**Your task:** Examine each line of the data. Copy those that contain the string "controls".

**Provided data:**
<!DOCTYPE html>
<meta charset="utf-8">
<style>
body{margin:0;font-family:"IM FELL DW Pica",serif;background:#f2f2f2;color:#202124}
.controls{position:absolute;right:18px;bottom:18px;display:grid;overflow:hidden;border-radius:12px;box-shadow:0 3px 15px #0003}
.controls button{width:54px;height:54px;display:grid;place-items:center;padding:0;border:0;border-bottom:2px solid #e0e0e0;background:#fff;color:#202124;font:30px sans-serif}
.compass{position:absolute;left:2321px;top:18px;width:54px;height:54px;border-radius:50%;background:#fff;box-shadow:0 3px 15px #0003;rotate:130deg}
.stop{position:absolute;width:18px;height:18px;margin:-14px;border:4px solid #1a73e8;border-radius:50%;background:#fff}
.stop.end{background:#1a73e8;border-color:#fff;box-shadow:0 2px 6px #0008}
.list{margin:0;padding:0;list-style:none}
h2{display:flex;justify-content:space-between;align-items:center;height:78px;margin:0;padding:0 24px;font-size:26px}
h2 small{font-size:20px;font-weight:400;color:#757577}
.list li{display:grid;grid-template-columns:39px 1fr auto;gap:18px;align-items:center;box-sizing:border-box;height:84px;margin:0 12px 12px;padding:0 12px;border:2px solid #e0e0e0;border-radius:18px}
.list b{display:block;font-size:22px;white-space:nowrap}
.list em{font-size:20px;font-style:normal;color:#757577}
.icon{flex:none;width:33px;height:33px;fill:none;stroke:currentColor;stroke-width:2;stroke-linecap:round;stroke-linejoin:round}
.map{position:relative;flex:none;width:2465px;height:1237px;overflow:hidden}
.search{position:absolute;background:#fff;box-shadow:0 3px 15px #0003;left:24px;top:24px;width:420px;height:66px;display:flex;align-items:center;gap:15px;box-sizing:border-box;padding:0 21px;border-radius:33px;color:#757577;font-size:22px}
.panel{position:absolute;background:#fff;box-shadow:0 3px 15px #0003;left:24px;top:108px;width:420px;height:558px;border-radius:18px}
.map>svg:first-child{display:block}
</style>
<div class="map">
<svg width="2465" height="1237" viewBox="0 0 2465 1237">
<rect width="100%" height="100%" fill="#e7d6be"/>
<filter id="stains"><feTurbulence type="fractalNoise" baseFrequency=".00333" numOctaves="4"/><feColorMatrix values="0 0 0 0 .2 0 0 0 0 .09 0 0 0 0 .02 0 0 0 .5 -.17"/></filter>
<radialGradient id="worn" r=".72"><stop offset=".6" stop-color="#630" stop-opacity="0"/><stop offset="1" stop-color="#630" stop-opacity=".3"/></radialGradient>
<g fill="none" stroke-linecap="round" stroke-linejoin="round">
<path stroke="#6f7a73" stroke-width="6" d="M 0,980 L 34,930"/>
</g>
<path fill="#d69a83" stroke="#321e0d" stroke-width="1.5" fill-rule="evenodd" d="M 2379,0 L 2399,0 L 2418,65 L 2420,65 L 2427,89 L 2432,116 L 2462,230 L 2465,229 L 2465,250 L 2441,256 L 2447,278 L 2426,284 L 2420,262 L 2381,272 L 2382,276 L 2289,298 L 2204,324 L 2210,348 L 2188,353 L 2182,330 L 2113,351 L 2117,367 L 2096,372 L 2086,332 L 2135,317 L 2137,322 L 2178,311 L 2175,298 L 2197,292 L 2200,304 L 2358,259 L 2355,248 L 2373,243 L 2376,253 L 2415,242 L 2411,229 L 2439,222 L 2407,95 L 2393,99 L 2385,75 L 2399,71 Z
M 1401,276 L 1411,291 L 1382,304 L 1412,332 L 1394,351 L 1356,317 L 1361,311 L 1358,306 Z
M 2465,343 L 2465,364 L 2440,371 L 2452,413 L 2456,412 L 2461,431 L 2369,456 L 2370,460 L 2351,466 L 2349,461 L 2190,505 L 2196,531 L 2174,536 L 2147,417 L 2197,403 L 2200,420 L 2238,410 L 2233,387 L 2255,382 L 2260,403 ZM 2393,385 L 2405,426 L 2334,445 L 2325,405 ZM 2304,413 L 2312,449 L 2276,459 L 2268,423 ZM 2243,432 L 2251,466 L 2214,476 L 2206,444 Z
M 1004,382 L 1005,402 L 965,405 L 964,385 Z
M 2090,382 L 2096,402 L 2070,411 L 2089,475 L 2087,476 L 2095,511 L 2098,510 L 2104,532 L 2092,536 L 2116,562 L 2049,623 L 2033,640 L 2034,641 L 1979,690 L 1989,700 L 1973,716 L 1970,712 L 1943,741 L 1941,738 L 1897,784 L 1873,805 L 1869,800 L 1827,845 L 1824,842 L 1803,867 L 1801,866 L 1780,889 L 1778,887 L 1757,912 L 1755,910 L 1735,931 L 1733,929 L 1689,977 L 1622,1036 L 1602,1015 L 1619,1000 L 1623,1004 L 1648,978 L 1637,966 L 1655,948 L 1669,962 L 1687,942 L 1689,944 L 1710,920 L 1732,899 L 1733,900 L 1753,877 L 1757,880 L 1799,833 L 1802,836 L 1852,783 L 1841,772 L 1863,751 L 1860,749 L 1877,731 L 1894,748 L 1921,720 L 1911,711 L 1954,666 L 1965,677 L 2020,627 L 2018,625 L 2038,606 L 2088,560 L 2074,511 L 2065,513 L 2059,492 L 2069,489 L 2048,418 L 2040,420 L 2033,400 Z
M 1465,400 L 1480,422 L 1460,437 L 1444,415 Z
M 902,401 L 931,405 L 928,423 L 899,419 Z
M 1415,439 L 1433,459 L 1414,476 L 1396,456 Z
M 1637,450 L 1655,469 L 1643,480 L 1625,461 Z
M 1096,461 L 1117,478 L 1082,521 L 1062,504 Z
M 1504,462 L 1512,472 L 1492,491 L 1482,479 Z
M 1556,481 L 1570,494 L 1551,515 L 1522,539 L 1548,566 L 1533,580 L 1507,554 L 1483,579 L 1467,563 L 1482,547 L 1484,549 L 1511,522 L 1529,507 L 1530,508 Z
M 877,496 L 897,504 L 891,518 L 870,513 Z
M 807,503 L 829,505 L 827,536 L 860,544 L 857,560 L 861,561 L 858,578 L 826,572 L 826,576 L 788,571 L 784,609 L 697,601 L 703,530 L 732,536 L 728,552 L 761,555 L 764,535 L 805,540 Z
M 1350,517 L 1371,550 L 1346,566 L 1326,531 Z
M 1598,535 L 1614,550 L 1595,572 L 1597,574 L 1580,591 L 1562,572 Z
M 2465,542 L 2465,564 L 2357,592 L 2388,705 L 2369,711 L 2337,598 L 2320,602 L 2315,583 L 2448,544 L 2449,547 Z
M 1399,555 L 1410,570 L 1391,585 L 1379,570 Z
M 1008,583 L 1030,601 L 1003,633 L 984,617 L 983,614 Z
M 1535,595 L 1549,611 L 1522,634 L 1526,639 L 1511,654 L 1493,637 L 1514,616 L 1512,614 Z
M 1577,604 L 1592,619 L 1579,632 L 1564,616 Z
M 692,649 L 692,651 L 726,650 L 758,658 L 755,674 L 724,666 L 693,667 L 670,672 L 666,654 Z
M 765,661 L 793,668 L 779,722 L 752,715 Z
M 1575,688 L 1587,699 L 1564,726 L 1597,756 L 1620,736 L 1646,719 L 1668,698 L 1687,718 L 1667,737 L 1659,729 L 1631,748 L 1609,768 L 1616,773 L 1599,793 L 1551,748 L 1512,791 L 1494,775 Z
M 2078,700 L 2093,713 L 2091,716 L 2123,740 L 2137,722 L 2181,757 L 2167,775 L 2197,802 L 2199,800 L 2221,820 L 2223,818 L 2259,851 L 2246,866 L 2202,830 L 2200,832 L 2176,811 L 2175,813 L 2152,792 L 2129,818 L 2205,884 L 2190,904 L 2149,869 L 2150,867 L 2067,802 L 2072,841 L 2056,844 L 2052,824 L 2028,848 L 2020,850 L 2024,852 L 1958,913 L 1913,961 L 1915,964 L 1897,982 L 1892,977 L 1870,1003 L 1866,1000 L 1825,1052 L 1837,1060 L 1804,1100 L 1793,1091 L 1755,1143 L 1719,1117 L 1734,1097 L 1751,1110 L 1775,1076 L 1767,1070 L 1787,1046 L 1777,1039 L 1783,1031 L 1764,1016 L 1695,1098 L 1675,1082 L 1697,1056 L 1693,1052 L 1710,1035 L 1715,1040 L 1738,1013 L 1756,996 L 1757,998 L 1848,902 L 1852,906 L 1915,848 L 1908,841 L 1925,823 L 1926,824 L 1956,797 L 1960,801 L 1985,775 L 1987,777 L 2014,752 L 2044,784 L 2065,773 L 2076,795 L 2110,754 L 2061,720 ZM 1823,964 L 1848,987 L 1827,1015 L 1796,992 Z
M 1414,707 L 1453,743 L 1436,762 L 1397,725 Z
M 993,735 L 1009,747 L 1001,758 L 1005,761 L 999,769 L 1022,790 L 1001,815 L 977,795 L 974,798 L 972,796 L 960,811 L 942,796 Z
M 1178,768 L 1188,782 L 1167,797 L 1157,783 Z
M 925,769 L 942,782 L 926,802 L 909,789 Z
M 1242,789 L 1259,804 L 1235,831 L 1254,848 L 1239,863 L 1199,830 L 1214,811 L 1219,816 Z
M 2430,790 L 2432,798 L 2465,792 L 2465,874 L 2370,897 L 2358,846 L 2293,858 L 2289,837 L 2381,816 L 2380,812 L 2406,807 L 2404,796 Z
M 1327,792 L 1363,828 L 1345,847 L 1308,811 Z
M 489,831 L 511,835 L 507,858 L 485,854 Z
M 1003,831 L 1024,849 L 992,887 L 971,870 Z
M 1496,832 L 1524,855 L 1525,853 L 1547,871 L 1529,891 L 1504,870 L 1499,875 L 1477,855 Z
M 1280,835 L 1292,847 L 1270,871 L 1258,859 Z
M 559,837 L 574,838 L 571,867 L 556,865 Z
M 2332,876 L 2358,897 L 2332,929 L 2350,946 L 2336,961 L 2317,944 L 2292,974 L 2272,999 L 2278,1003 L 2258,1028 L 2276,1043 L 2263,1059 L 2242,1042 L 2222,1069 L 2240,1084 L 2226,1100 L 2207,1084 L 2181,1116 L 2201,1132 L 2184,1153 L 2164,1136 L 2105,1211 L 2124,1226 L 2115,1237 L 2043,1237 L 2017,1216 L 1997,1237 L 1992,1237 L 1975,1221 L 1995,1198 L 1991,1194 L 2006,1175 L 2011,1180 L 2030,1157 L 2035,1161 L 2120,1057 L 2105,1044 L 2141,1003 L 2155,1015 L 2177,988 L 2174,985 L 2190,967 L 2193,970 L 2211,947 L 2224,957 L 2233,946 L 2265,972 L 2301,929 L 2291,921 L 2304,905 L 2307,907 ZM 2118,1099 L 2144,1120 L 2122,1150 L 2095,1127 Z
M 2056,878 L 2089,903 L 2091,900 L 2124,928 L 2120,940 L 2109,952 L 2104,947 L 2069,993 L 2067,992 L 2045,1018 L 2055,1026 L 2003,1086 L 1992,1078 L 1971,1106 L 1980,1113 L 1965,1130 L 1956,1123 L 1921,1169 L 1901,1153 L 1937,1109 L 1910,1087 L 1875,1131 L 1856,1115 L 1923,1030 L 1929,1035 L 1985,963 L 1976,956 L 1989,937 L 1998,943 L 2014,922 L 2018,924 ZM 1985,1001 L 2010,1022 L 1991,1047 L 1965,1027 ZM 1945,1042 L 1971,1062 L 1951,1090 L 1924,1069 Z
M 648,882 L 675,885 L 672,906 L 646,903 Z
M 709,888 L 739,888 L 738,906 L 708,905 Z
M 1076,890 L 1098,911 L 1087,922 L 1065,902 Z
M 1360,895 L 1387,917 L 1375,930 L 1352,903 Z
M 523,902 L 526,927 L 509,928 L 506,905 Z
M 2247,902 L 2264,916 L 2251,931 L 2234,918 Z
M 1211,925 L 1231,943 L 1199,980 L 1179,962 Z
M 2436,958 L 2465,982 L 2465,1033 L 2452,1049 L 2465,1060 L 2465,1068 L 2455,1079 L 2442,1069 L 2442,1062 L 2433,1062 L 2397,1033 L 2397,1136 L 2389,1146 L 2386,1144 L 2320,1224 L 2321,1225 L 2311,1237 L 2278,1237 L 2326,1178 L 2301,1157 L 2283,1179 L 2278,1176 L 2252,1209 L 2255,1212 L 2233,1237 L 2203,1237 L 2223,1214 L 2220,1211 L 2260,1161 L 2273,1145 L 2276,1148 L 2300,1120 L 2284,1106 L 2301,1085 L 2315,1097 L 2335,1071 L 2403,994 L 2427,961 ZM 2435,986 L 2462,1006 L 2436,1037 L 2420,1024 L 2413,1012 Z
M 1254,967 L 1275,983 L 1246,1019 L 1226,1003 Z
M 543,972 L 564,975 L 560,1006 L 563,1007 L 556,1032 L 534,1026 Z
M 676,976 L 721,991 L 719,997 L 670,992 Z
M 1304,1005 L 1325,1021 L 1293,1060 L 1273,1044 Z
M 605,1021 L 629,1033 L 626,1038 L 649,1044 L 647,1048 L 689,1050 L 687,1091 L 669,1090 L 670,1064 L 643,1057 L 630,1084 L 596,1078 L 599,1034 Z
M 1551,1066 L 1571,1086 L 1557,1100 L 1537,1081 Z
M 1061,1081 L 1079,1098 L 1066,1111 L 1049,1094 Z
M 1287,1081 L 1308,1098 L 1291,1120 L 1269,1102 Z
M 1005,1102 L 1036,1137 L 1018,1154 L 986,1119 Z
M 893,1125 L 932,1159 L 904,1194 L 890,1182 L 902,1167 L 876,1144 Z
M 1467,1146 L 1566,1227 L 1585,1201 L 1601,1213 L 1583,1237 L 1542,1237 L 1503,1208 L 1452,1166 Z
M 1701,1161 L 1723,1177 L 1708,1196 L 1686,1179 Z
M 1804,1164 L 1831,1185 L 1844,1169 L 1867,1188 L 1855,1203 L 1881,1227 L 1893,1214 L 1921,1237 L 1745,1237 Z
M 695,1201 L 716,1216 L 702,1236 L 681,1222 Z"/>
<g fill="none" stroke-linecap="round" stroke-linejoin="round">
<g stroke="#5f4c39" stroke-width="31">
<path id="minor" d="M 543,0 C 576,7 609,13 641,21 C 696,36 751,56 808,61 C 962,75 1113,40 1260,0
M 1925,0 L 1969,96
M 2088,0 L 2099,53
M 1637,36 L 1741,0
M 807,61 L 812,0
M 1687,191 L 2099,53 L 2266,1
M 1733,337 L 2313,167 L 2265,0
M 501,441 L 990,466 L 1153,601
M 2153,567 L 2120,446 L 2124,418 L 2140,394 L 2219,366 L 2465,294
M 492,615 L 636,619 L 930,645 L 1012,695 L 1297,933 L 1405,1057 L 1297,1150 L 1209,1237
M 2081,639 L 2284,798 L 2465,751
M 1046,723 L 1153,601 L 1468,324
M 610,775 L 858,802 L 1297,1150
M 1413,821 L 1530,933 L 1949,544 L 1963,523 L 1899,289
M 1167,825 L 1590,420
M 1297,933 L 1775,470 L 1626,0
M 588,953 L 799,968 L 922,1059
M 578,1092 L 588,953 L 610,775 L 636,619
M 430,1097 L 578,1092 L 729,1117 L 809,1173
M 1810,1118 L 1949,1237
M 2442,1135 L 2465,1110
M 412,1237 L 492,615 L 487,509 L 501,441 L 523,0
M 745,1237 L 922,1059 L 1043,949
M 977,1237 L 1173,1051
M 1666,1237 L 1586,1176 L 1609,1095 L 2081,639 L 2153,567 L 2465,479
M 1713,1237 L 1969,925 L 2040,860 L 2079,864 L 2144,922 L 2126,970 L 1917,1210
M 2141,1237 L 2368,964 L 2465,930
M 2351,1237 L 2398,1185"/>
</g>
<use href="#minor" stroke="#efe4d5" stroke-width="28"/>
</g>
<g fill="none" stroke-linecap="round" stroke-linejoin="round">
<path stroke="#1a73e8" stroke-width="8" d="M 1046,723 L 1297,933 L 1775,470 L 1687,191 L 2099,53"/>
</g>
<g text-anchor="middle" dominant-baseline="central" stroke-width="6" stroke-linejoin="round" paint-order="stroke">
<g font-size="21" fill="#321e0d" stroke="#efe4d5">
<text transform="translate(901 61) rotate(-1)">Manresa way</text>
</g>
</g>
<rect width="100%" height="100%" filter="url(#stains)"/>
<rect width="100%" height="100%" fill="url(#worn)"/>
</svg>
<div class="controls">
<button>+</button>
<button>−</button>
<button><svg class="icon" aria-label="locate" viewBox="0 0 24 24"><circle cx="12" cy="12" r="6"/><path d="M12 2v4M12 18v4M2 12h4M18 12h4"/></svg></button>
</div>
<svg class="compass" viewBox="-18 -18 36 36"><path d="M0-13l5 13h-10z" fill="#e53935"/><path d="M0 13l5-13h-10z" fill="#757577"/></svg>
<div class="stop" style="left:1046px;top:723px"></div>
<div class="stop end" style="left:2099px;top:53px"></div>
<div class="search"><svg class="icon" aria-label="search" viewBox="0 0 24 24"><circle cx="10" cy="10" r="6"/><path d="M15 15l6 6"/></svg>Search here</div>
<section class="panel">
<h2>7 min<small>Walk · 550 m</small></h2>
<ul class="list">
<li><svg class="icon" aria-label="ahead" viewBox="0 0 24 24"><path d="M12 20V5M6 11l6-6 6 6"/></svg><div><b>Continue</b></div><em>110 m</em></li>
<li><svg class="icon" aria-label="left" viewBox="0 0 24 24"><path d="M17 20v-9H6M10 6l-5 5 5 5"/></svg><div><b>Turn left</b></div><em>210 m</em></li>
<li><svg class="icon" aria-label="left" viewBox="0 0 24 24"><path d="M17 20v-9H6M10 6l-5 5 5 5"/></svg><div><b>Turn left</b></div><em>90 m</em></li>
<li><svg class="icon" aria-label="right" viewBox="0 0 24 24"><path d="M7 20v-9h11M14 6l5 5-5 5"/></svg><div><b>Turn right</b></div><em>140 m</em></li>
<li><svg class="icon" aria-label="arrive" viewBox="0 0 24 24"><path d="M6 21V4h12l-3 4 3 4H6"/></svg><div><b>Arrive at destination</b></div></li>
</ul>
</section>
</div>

**Result for this exercise:**
.controls{position:absolute;right:18px;bottom:18px;display:grid;overflow:hidden;border-radius:12px;box-shadow:0 3px 15px #0003}
.controls button{width:54px;height:54px;display:grid;place-items:center;padding:0;border:0;border-bottom:2px solid #e0e0e0;background:#fff;color:#202124;font:30px sans-serif}
<div class="controls">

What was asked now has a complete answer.